On August 12, 1969, Vonda B. England (Vonda) and her husband James H. England (James) became joint tenants of real property located at 600-602 North Parkman Avenue in Los Angeles (the property). James died on August 26, 1989, leaving behind the following handwritten will:

“Will—14 August 1989
“I hereby terminate my joint tenancy interest in my residence at 600-602 North Parkman Ave., Los Angeles and devise my interest therein and contents to my son William J. England.
“I give the residue of my estate to my son William J. England.
“I appoint George W. Young, Executor without bond.
“James H. England
“14 August 1989” The document was neither notarized nor recorded.

Vonda petitioned the probate court to exclude the property from the estate on grounds that James’s will did not sever the joint tenancy and title to the property therefore vested in her based on the right of survivorship. 1 James’s *4 executor challenged the petition, claiming that the holographic will operated to sever the joint tenancy, thereby making James’s one-half interest in the property subject to probate. In an order dated May 22, 1990, the probate court granted Vonda’s petition, finding that the property was not subject to probate administration.

Discussion

Appellant executor contends that the will was dual in nature, containing both a declaration severing the joint tenancy, effective upon the date of execution, and a will directing the disposition of James’s property. We disagree.

A joint tenancy, with its attendant “right of survivorship,” is an estate designed primarily to allow two or more persons who jointly own property to avoid probate upon the death of one of the joint tenants. At common law, four unities were required to create a joint tenancy: interest, time, title, and possession. (Tenhet v. Boswell (1976) 18 Cal.3d 150, 155 [133 Cal.Rptr. 10 [554 P.2d 330].) If one of the unities were destroyed, a tenancy in common would result. 2 (Ibid.) An interest in a tenancy in common could be devised in a will (Estate of Blair (1988) 199 Cal.App.3d 161, 166 [244 Cal.Rptr. 627]); an interest in a joint tenancy could not (Estate of Moy (1963) 217 Cal.App.2d 24, 29 [31 Cal.Rptr. 374]).

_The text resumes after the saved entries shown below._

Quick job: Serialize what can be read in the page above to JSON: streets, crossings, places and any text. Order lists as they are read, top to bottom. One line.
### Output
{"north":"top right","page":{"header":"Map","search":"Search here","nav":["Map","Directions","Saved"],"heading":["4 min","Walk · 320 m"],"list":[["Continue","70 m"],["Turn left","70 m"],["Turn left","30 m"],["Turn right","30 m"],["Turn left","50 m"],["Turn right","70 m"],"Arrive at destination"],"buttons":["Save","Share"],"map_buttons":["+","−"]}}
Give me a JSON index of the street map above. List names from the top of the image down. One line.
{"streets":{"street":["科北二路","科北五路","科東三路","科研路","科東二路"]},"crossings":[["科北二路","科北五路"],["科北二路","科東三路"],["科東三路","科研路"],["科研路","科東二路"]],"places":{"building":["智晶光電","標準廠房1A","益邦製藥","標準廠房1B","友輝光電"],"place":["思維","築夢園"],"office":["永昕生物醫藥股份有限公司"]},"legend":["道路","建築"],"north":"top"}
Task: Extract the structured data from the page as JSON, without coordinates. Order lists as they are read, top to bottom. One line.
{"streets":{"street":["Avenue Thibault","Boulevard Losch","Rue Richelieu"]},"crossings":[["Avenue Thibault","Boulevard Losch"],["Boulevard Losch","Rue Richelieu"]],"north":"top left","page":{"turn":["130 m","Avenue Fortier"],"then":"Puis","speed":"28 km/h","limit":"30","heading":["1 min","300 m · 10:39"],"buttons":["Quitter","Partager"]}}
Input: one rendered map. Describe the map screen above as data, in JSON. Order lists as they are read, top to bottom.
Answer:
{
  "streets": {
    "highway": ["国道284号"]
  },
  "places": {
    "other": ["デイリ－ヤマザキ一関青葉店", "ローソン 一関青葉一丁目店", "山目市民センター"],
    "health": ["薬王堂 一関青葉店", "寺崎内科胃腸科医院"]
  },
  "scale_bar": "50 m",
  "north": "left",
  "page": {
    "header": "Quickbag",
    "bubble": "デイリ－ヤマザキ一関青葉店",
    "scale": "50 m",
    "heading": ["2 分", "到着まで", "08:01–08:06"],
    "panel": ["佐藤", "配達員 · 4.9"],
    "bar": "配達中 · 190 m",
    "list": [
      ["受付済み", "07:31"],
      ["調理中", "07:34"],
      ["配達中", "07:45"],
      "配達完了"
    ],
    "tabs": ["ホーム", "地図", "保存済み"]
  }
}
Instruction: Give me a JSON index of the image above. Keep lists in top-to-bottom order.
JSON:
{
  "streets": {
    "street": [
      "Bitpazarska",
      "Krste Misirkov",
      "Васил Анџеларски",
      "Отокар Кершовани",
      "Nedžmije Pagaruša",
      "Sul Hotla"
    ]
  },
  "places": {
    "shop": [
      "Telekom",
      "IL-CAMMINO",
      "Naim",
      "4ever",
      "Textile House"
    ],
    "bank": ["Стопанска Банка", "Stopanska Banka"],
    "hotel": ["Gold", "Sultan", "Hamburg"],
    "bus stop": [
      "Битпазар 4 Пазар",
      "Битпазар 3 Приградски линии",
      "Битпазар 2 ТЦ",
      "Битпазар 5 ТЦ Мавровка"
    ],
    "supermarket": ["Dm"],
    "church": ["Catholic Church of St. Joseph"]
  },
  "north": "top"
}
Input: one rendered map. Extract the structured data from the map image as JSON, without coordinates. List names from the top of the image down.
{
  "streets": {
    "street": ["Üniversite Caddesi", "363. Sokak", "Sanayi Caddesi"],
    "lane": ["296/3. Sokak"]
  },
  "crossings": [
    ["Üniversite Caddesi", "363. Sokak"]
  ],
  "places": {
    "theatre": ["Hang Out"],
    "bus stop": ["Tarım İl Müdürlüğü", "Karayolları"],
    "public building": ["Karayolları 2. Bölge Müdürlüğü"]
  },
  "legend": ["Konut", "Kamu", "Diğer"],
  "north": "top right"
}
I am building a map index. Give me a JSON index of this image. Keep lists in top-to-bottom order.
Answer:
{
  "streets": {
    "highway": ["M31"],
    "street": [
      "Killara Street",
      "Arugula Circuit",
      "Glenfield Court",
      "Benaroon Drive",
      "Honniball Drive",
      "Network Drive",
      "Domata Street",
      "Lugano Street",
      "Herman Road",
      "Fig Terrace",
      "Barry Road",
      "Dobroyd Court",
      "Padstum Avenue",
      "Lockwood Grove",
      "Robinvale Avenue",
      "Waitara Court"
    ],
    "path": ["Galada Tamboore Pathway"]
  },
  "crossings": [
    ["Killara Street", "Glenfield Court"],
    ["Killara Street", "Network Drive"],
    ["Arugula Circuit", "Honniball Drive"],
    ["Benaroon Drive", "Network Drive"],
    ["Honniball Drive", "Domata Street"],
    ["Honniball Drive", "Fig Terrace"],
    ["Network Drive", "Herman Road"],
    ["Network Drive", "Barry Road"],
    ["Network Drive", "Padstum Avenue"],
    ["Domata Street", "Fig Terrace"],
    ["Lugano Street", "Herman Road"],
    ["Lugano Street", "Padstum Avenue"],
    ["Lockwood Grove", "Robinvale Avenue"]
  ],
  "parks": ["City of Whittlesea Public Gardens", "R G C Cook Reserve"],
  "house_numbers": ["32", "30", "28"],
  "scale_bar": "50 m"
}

Traditionally, a joint tenant in California could sever a joint tenancy without giving notice to the other joint tenants. “An indisputable right of each joint tenant is the power to convey his or her separate estate by way of gift or otherwise without the knowledge or consent of the other joint tenant and to thereby terminate the joint tenancy.” (Riddle v. Harmon (1980) 102 Cal.App.3d 524, 527 [162 Cal.Rptr. 530, 7 A.L.R.4th 1261].) In 1985, the Legislature amended Civil Code 3 section 683.2 to require, inter alia, that a document purporting to unilaterally sever a joint tenancy be recorded either prior to the joint tenant’s death (§ 683.2, subd. (c)(1)) or, if the document is notarized within three days before death, within seven days after the death of the joint tenant (§ 683.2, subd. (c)(2)). 4

*5 In the case at bench, James’s will could not be effective to sever the joint tenancy in the property because it was neither notarized nor recorded as required by subdivision (c). However, subdivision (a) makes clear that statutory severance is not exclusive because “other means” may still be used. (See also Cal. Law Revision Com. com., Deering’s Ann. Civ. Code, § 683.2 (1990) p. 446.) Thus, if we find that “other means” support James’s attempt to sever the joint tenancy through his holographic will, his one-half interest in the property as a tenant in common would be subject to probate.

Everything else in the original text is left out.